Pattie is passionate about helping people take control of their financial situation. We sat down with her to discuss her new role, the challenges and opportunities that it brings, and how it aligns with her commitment to providing financial guidance and support to Canadians.
1. What are you most excited for in your new role as Special Advisor at Goldhar? How is this role different from your work as a financial commentator?
Dina, I’m passionate about helping Canadians with their finances. In some ways, the roles are very similar; both have an educational element. I will have the opportunity to help spread the message that Canadians in financial trouble, whether individuals, small businesses, or corporations, may have options available, which doesn’t always mean bankruptcy. My role is more educational and focused on the economy, markets, interest rates, and financing options.
It can be emotionally challenging to be overwhelmed with high debt levels, and I want to break down the stigma and encourage people to ask for help.
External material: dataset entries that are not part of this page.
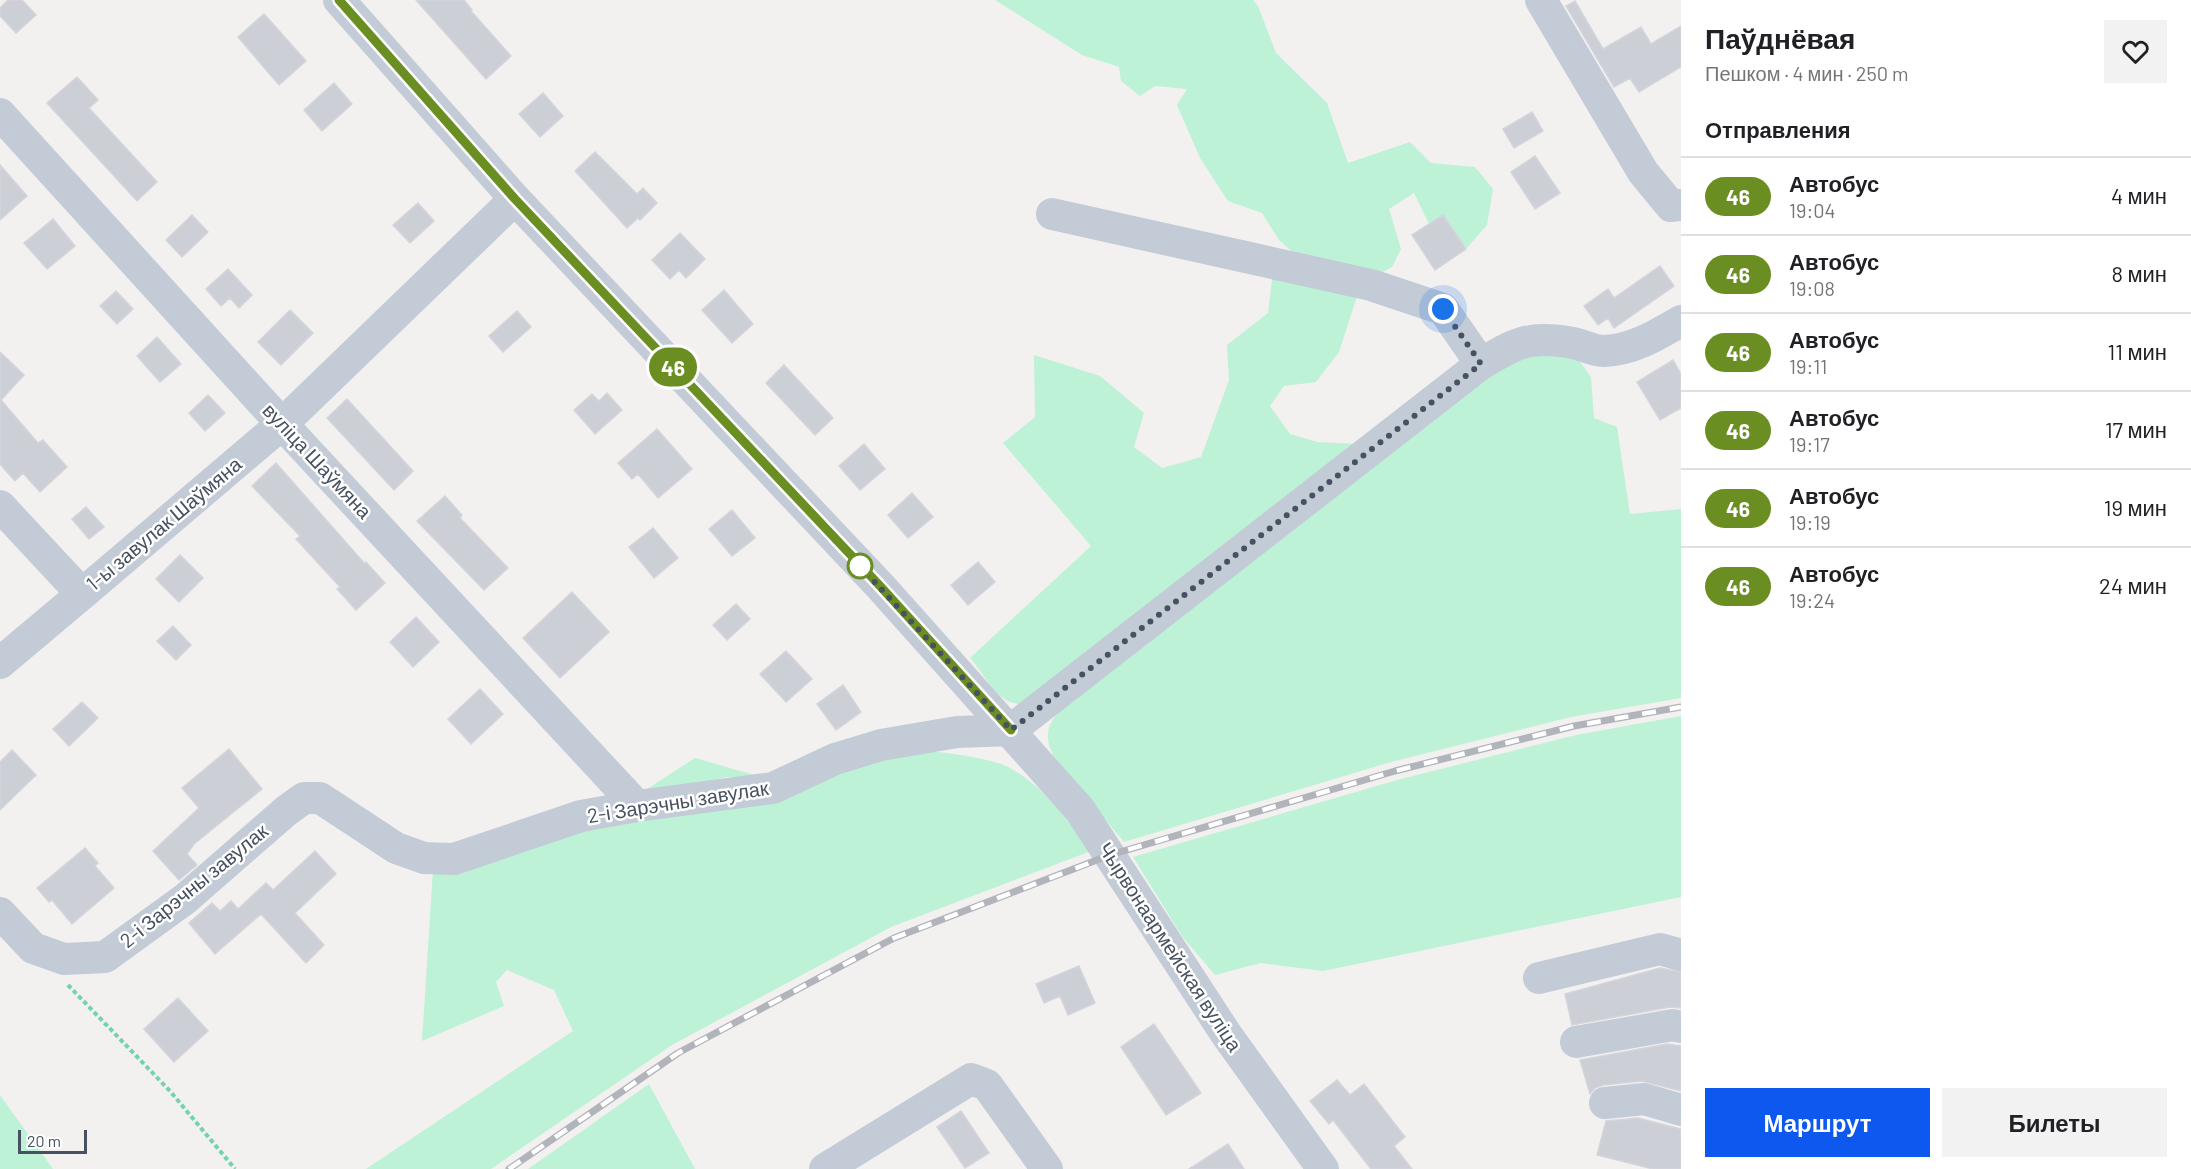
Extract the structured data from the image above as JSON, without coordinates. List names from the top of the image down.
{
  "streets": {
    "street": [
      "вуліца Шаўмяна",
      "1-ы завулак Шаўмяна",
      "2-і Зарэчны завулак",
      "Чырвонаармейская вуліца"
    ]
  },
  "crossings": [
    ["вуліца Шаўмяна", "1-ы завулак Шаўмяна"],
    ["вуліца Шаўмяна", "2-і Зарэчны завулак"],
    ["1-ы завулак Шаўмяна", "Чырвонаармейская вуліца"],
    ["2-і Зарэчны завулак", "Чырвонаармейская вуліца"]
  ],
  "lines": ["bus line 46"],
  "scale_bar": "20 m",
  "page": {
    "on_map": "46",
    "heading": [
      ["Паўднёвая", "Пешком · 4 мин · 250 m"],
      "Отправления"
    ],
    "list": [
      {
        "mark": "46",
        "name": "Автобус",
        "note": "19:04",
        "value": "4 мин"
      },
      {
        "mark": "46",
        "name": "Автобус",
        "note": "19:08",
        "value": "8 мин"
      },
      {
        "mark": "46",
        "name": "Автобус",
        "note": "19:11",
        "value": "11 мин"
      },
      {
        "mark": "46",
        "name": "Автобус",
        "note": "19:17",
        "value": "17 мин"
      },
      {
        "mark": "46",
        "name": "Автобус",
        "note": "19:19",
        "value": "19 мин"
      },
      {
        "mark": "46",
        "name": "Автобус",
        "note": "19:24",
        "value": "24 мин"
      }
    ],
    "buttons": ["Маршрут", "Билеты"],
    "scale": "20 m"
  }
}
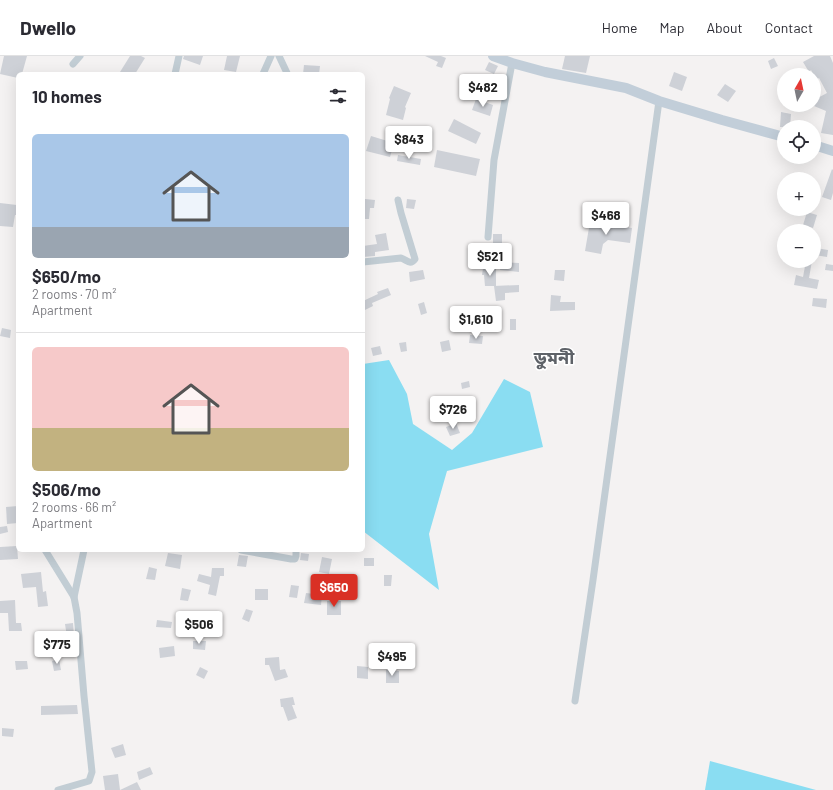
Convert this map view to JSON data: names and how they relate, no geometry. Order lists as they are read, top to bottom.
{
  "districts": ["ডুমনী"],
  "north": "top",
  "page": {
    "header": "Dwello",
    "nav": [
      "Home",
      "Map",
      "About",
      "Contact"
    ],
    "map_buttons": ["+", "−"],
    "heading": "10 homes",
    "price": [
      "$482",
      "$843",
      "$468",
      "$521",
      "$1,610",
      "$726",
      "$650",
      "$506",
      "$775",
      "$495"
    ],
    "list": [
      {
        "name": "$650/mo",
        "note": "2 rooms · 70 m² · Apartment"
      },
      {
        "name": "$506/mo",
        "note": "2 rooms · 66 m² · Apartment"
      }
    ]
  }
}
2. Will you be working directly with Canadians facing financial distress, or is this more of an advisory role?
I’m not a Licensed Insolvency Trustee, so I will not work directly with Canadians facing financial distress. However, I hope to share insights and options to help those struggling to know they have options. It's important to remember that there is a regulatory framework to ensure they are treated fairly and respectfully. They are not alone in this journey.
3. Many Canadians are struggling to stay afloat in the current economic environment. With so many macro-economic factors outside of our control (e.g., oppressive interest rates, the skyrocketing cost of living) influencing our finances, it can sometimes feel like we have no control over our own financial planning. What’s one tip you would give to Canadians on how to feel more in control over their own finances?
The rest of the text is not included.